What if we stopped talking about action and just… funded it?
Empowering local stakeholders with real money and real authority could lead to more effective and culturally grounded conservation strategies. Not slogans. Not pledges. Actual change.
UNOC’s Track Record: Hundreds of Pledges, Little Progress
We’ve now had two United Nations Ocean Conferences (UNOCs), New York (2017) and Lisbon (2022). Each time, hundreds of voluntary commitments were made. Declarations have been signed. Side events have brimmed with urgency and innovation. People have left feeling hopeful, and yet in the last eight years:
Plastic pollution has surged
Coral reefs have bleached
Whales have been harpooned
Fish stocks have crashed
Sea temperatures have spiked
In other words, we’re still losing.
So what are we doing in 2025?
We’re convening. Again.
Why?
I fear it’s because we’ve learned to mistake visibility for victory. We gather, we speak, we applaud, but the ocean keeps dying.
Declarations Without Follow Through
These conferences do serve a purpose. They bring people together and elevate issues, but too often, they produce outcomes with no mechanism to enforce them. A cycle of declarations that disappear the moment the lights go down.
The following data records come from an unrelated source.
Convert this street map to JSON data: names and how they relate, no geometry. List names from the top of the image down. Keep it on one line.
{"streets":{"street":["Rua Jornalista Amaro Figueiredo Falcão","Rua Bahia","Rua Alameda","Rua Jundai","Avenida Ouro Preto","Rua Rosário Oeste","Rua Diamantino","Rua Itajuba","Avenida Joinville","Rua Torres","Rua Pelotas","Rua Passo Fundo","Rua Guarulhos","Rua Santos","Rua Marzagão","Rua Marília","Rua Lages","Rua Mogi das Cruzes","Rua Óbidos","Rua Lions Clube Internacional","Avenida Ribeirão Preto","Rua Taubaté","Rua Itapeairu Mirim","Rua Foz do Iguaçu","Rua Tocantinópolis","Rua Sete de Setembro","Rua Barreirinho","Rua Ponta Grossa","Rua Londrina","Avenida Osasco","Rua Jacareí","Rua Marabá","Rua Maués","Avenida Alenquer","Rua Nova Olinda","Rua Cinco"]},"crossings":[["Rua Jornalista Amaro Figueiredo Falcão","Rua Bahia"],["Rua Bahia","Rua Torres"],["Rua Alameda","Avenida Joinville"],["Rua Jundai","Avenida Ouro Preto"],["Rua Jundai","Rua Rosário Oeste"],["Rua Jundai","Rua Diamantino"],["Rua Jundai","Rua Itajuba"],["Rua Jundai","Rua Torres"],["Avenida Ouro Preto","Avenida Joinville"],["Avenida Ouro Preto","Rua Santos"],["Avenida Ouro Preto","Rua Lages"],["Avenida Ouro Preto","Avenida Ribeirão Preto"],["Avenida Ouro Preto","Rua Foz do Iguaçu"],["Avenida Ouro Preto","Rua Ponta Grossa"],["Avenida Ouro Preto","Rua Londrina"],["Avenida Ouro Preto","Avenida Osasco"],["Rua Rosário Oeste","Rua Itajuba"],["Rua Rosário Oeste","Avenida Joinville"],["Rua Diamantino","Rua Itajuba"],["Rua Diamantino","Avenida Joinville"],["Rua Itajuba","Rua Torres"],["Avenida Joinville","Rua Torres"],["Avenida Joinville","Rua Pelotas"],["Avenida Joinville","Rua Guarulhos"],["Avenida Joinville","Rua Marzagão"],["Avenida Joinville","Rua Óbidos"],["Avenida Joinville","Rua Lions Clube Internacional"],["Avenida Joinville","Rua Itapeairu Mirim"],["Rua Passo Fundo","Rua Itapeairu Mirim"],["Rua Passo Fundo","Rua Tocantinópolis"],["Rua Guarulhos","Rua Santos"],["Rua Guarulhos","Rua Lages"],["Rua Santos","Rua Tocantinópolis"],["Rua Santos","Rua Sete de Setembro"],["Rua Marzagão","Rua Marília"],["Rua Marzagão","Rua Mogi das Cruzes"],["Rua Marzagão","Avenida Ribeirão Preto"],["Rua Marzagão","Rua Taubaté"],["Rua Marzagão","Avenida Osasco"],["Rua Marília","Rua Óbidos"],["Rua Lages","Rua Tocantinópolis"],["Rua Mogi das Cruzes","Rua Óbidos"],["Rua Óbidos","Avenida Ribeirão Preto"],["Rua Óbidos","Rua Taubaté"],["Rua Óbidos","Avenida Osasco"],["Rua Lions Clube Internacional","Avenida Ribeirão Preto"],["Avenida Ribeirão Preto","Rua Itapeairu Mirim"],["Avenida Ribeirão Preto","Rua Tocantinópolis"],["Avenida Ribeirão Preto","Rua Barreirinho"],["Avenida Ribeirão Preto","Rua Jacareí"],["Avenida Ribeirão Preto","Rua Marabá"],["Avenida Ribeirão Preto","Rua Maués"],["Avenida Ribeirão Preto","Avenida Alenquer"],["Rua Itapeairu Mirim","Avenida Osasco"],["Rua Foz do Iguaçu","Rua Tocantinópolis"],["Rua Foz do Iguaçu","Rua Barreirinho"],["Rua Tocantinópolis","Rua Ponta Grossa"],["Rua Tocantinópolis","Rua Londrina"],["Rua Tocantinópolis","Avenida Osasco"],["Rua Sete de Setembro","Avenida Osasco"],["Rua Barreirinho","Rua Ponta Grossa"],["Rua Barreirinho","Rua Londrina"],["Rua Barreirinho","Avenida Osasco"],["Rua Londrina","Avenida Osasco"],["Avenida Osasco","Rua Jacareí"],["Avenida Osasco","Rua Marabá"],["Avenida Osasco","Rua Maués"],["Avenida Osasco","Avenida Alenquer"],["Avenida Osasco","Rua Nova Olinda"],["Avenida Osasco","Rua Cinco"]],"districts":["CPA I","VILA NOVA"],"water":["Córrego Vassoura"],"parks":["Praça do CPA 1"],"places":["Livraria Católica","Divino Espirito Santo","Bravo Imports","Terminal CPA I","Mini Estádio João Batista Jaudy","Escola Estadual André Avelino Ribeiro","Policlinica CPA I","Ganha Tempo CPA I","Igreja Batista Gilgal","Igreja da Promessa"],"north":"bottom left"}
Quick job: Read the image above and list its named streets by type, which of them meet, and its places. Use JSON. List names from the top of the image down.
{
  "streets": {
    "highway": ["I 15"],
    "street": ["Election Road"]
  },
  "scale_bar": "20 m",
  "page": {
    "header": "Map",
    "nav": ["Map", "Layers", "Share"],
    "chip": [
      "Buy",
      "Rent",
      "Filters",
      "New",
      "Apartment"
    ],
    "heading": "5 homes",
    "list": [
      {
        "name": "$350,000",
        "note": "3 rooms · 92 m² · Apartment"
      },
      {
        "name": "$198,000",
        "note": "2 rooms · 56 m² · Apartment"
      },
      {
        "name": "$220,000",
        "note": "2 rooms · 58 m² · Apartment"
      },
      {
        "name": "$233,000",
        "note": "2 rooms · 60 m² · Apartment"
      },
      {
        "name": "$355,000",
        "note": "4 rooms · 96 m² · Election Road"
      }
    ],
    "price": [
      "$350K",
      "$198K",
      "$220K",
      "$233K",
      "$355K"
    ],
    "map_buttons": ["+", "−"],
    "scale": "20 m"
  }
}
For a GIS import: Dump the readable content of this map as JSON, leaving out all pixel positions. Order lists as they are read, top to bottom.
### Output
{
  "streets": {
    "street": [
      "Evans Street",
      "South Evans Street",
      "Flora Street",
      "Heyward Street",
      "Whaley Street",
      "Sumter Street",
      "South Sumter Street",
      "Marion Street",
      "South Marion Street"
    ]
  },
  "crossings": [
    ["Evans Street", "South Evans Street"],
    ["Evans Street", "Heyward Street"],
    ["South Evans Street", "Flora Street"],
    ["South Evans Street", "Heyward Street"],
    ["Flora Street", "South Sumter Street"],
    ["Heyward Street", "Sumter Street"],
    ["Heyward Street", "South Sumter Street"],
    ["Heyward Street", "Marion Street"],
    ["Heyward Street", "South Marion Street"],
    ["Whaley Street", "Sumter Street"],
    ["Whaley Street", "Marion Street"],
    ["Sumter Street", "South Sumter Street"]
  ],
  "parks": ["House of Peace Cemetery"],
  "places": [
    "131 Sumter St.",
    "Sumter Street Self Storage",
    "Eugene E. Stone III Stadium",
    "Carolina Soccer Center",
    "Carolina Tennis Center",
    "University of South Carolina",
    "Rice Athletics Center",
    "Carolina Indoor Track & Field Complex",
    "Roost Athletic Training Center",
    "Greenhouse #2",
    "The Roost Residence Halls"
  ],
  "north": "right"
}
Since 2017, UNOCs have generated hundreds of voluntary commitments, including the Lisbon Declaration in 2022, which introduced 700 new pledges for ocean action. However, there are no enforcement mechanisms. No legally binding targets. No serious funding. Just momentum without traction.
A 2023 UN progress review found that only a fraction of these pledges had received funding or moved past the planning phase.
The recurring nature of these conferences, without significant measurable progress in reversing ocean degradation, suggests we’re mistaking motion for momentum. High-level dialogue isn’t a substitute for doing the actual work. Sadly, and rather obviously, you can’t convene your way out of an extinction event.
Real Hope Lives in the People
People.
This is where my hope comes from.
Not summits or stage lighting, but people.
The individuals I’ve met over the last 20 years. The scientists, campaigners and community leaders who keep showing up. I don’t think you can work in conservation and not be jaded, but we pull each other up, each and every day.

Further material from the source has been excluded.